FRANKFURT/O. (hpd) Was man aus Frankfurt (Oder) gewöhnlich läuten hört, ist nur allzu oft unerfreulich: Hochwasser, Grenzkriminalität, Babymord, Einwohnerschwund… Umso lieblicher klingelt die glockenhelle Botschaft in den geneigten Ohren: Das Geläut der Marienkirche ist kurz nach Ostern wieder auferstanden.
Osanna, Maria, Adalbert und Hedwig heißen die tonnenschweren und eine reichliche halbe Million Euro teuren “Meisterwerke abendländischer Glockengießerkunst”, die unlängst mit angemessenem Pomp in der Stadt Einzug hielten und sodann in ihrem Gestühl Platz nehmen durften.
Bischof Huber, der ehemalige Ratsvorsitzende der Evangelischen Kirche in Deutschland, nahm höchstpersönlich die Weihe vor und bejubelte das “beeindruckende Gemeinschaftswerk der Ostdeutschen Sparkassenstiftung, der Sparkasse Oder-Spree und des Fördervereins von Sankt Marien.” Hoppla. Hieß es nicht noch kurz vorher im rbb wohltönend, diese beispielgebende Kulturtat sei ausschließlich aus privaten Spenden finanziert worden?
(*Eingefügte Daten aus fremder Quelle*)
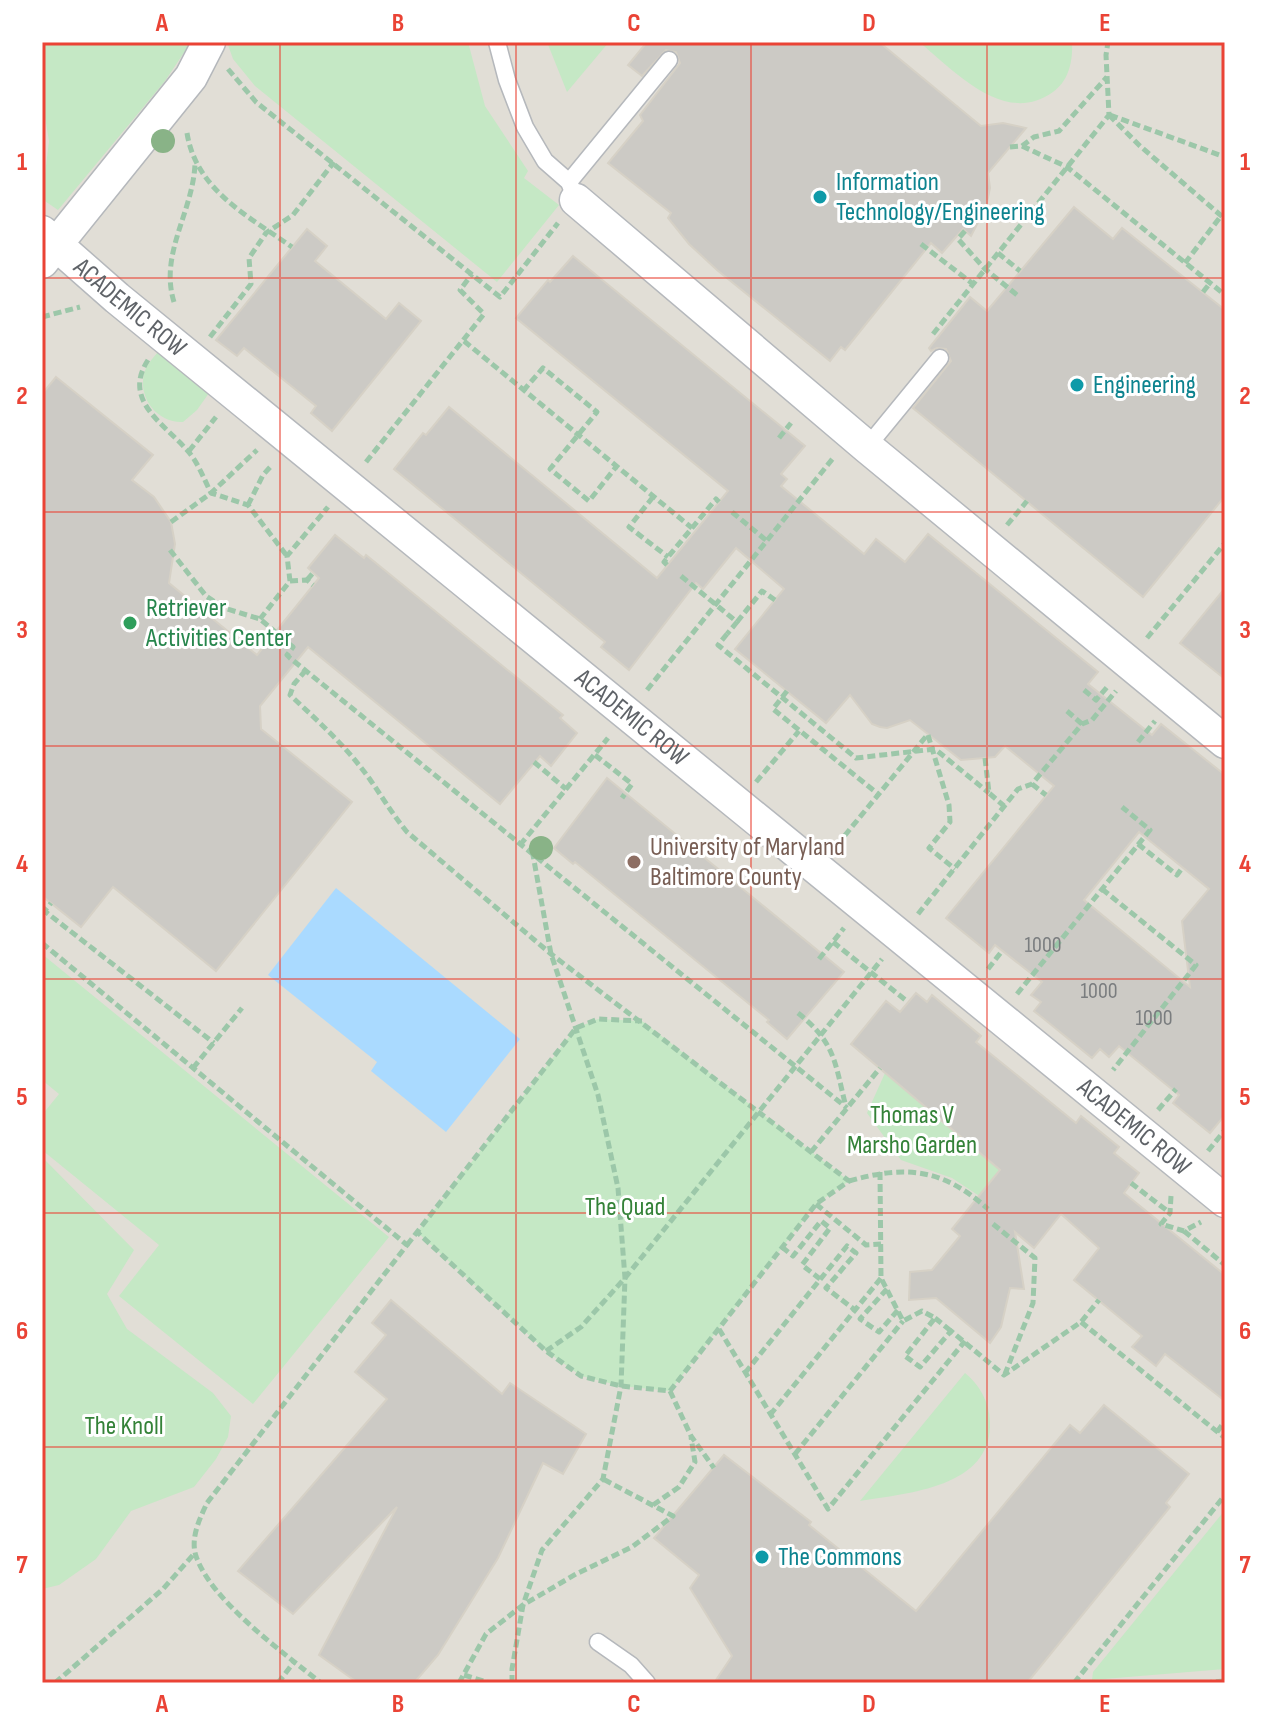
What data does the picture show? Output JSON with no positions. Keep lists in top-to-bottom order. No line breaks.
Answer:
{"streets":{"street":["ACADEMIC ROW"]},"parks":["Thomas V Marsho Garden","The Quad","The Knoll"],"places":["Information Technology/Engineering","Engineering","Retriever Activities Center","University of Maryland Baltimore County","The Commons"],"house_numbers":["1000","1000","1000"],"grid":{"columns":["A","B","C","D","E"],"rows":["1","2","3","4","5","6","7"]}}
Die Märkische Oderzeitung sah etwas genauer hin: 120.000 Euro Spenden vom Förderverein, 240.000 Euro von der Sparkasse und 167.000 Euro “streckte” die Stadt “vor”. Nanu, seit wann ist die Stadt Frankfurt(Oder) mit ihrer chronisch klammen Kasse ein Kreditinstitut? Schon klar, dass man dies nur ungern an die große Glocke hängt.
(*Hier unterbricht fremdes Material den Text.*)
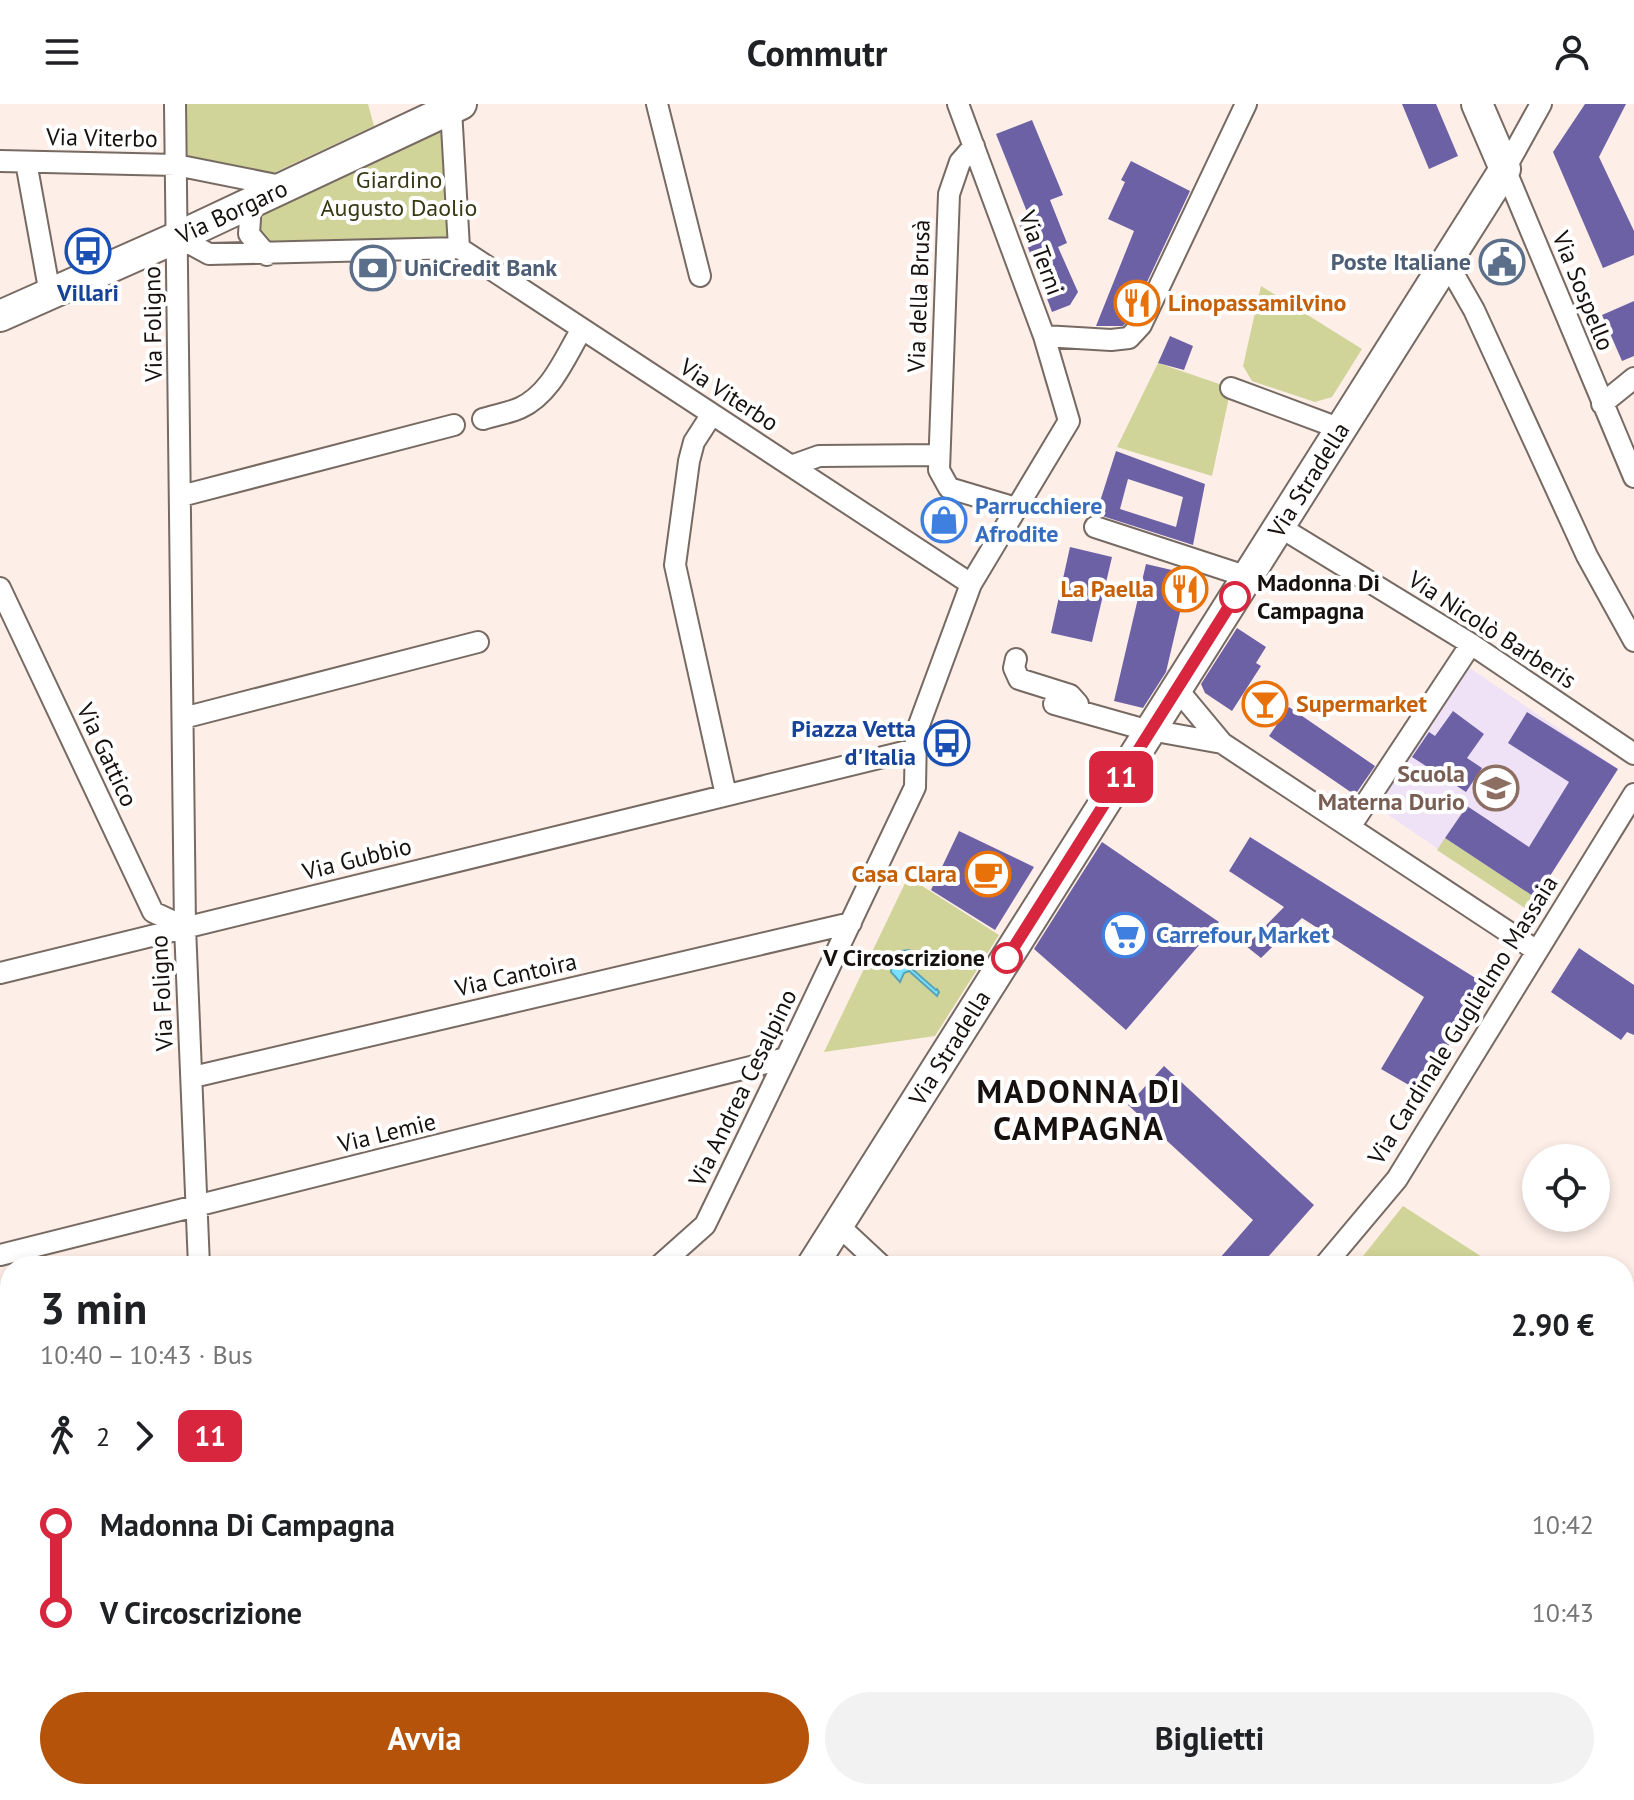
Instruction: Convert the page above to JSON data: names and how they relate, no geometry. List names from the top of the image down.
{
  "streets": {
    "street": [
      "Via Viterbo",
      "Via Borgaro",
      "Via Terni",
      "Via Sospello",
      "Via della Brusà",
      "Via Foligno",
      "Via Stradella",
      "Via Nicolò Barberis",
      "Via Gattico",
      "Via Gubbio",
      "Via Cantoira",
      "Via Cardinale Guglielmo Massaia",
      "Via Andrea Cesalpino",
      "Via Lemie"
    ]
  },
  "crossings": [
    ["Via Viterbo", "Via Borgaro"],
    ["Via Viterbo", "Via Foligno"],
    ["Via Borgaro", "Via Foligno"],
    ["Via Terni", "Via della Brusà"],
    ["Via Sospello", "Via Stradella"],
    ["Via Foligno", "Via Gattico"],
    ["Via Foligno", "Via Gubbio"],
    ["Via Foligno", "Via Cantoira"],
    ["Via Foligno", "Via Lemie"],
    ["Via Stradella", "Via Nicolò Barberis"],
    ["Via Gattico", "Via Gubbio"],
    ["Via Gubbio", "Via Andrea Cesalpino"],
    ["Via Cantoira", "Via Andrea Cesalpino"],
    ["Via Andrea Cesalpino", "Via Lemie"]
  ],
  "districts": ["MADONNA DI CAMPAGNA"],
  "parks": ["Giardino Augusto Daolio"],
  "places": {
    "bus stop": ["Villari", "Piazza Vetta d'Italia"],
    "public building": ["Poste Italiane"],
    "bank": ["UniCredit Bank"],
    "restaurant": ["Linopassamilvino", "La Paella"],
    "shop": ["Parrucchiere Afrodite"],
    "other": ["Madonna Di Campagna", "V Circoscrizione"],
    "bar": ["Supermarket"],
    "school or university": ["Scuola Materna Durio"],
    "cafe": ["Casa Clara"],
    "supermarket": ["Carrefour Market"]
  },
  "lines": ["bus line 11"],
  "page": {
    "header": "Commutr",
    "on_map": "11",
    "heading": ["3 min", "10:40 – 10:43 · Bus", "2.90 €"],
    "legs": ["2", "11"],
    "list": [
      {
        "name": "Madonna Di Campagna",
        "value": "10:42"
      },
      {
        "name": "V Circoscrizione",
        "value": "10:43"
      }
    ],
    "buttons": ["Avvia", "Biglietti"]
  }
}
Aber was spricht eigentlich gegen öffentliche Gelder? Schließlich kommen ja ab Pfingsten alle Einwohner und Gäste der Stadt in den über siebzig Jahre lang entbehrten Genuss des hochdezibelischen Gescheppers. Läuten kommt von laut, und an diesem lieblichen Fest wird es dann erstmals hernieder brausen, auf dass die konfessionslose Mehrheit der Stadtbewohner vom Heiligen Geist geläutert werde. Und die veröffentlichte Freude wird groß sein.
Bleibt zu hoffen, dass endlich auf diesem Wege himmlische Ratschlüsse die geneigten Ohren der Ratsdamen und –herren im benachbarten Rathaus heimsuchen mögen, und dass sie von Herzinfarkt, Hörsturz und Tinnitus verschont bleiben, wenn Osanna loswummert. Immerhin ist Oberbürgermeister Wilke Glockenpate dieses 5,2-Tonnen-Trumms. Was es nicht alles gibt – Hosianna!
Die Passion ist damit aber noch keineswegs zu Ende. Der Förderverein will weitere Spenden eintreiben: Zwei Glocken für das “kleine Stundengeläut” sollen das Gesamtwerk einst komplettieren. Dass es um Mitternacht vom Turme Dreizehn schlägt – im Zeitalter des allgegenwärtigen Smartphones ist das einfach unerlässlich.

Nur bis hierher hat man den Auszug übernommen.